Take Care of Yourself First
In life, airplanes, and religion we are told to help ourselves first. As children we are often are taught to put the needs of others ahead of ourselves. In traditional etiquette we serve guests first. But that teaching is flawed. To care for ourselves first is biblical, Matthew 7:5, “remove the plank from your own eye before removing the splinter of your neighbor.” It is also a rule of aviation, “Affix your own mask before helping someone else.” In church and airplanes we are reminded, you have to take care of yourself first before you can take care of anyone else.

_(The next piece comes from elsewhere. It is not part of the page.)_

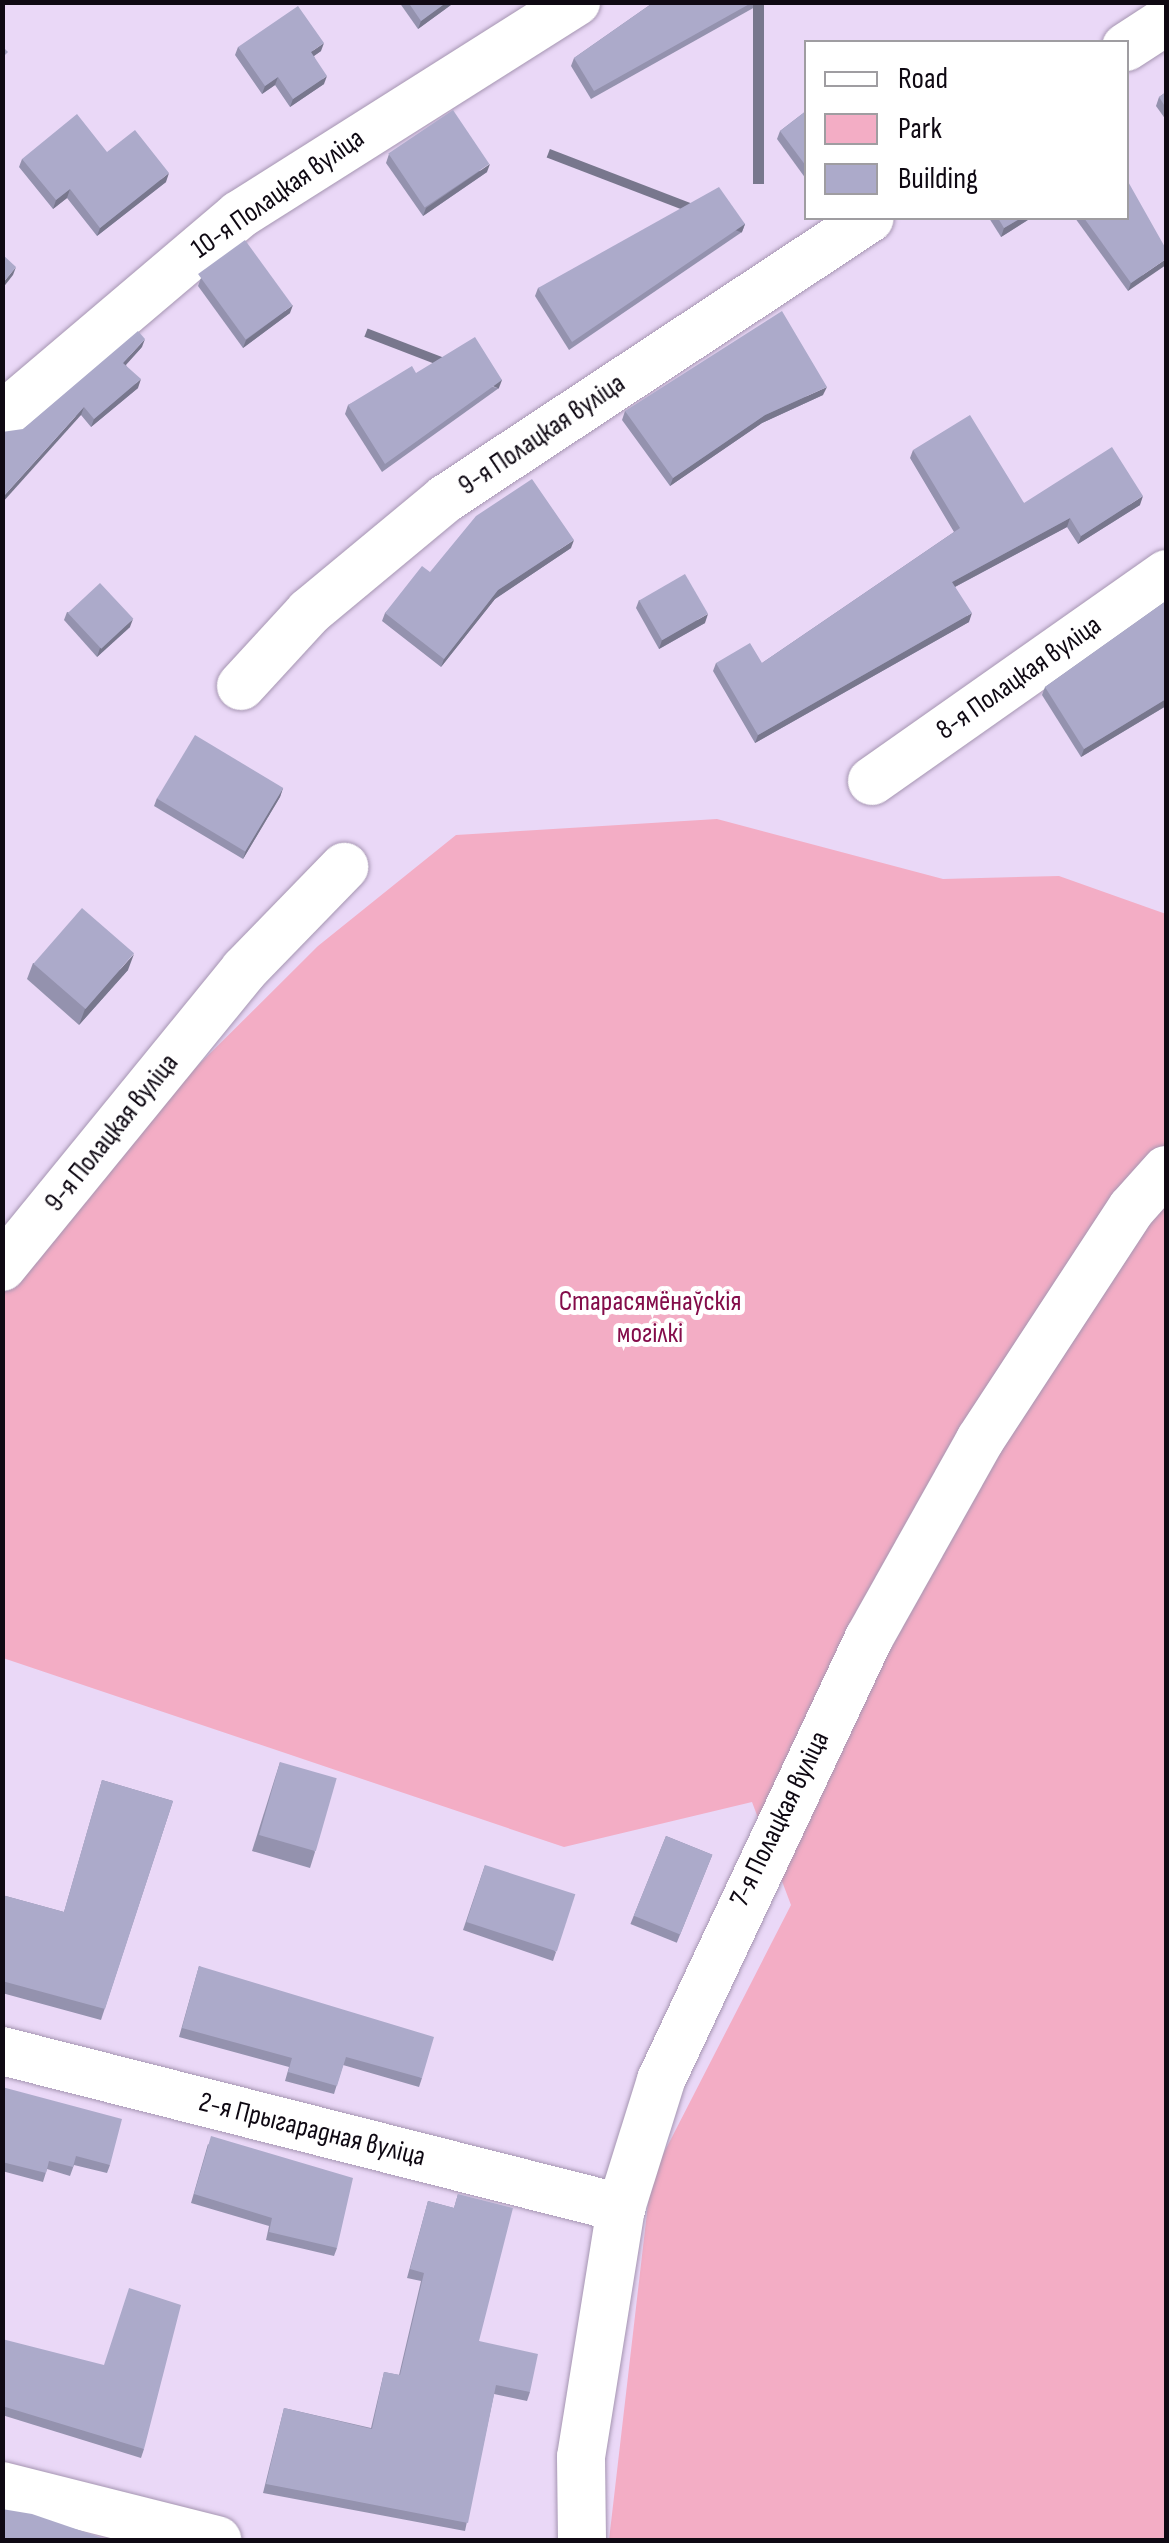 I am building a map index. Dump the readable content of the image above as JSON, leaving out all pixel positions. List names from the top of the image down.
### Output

Taking better and better care of yourself is your superpower. Pouring love, nourishment, and attention into yourself is the most impactful gift you can give. A long time ago we were talking about high schools and my uncle made the most beautiful observation. “When else in life are you surrounded by people telling you how wonderful you are? How brilliant you are! How there is no one else in the world like you! And how your work is needed to make this world a better place? Any school that does that insulates you for life.” Because whenever you doubt yourself or think to question yourself you need that reserve of self-love. Self-compassion acts as a buoy to lift you up out of whatever choppy waters you may be experiencing. Loving yourself and giving to yourself is the best form of preventative medicine and care.
There’s also this beautiful teaching that comes from the research of Dr. Brene Brown. Dr. Brown tells us we cannot give to our children that which we do not have. So all of this is telling us, if you don’t have compassion, love, patience, or kindness for yourself – how can you possibly teach your child to have it for themselves? They do not see and appreciate what we do for them, the see and emulate how we treat ourselves. So, if only to prevent the perpetuation of the mistaken belief that we must stress ourselves out, run ourselves ragged, or embrace performative busyness in order to have value. We need to stop pushing ourselves beyond our limits.
We need to start honoring our limits. And more than that, embrace your boundaries. If you don’t want to attend the event, don’t. Instead, make an alternate plan. Go to dinner on another day. Rest when your body calls for it. Eat when you’re hungry. And watch the snow fall outside your window. Snow is not in a rush to find the earth, it floats, it is pushed by the wind and rests on whatever branch or building it finds first. Snow trusts that it will land wherever it is meant to be. So relax, enjoy the ride, be like snow. Pour into yourself all the love and tenderness you can bear. It does make you stronger. It is a superpower to feel so loved, so grounded, and so embodied that you need not look beyond yourself to feel your absolute best.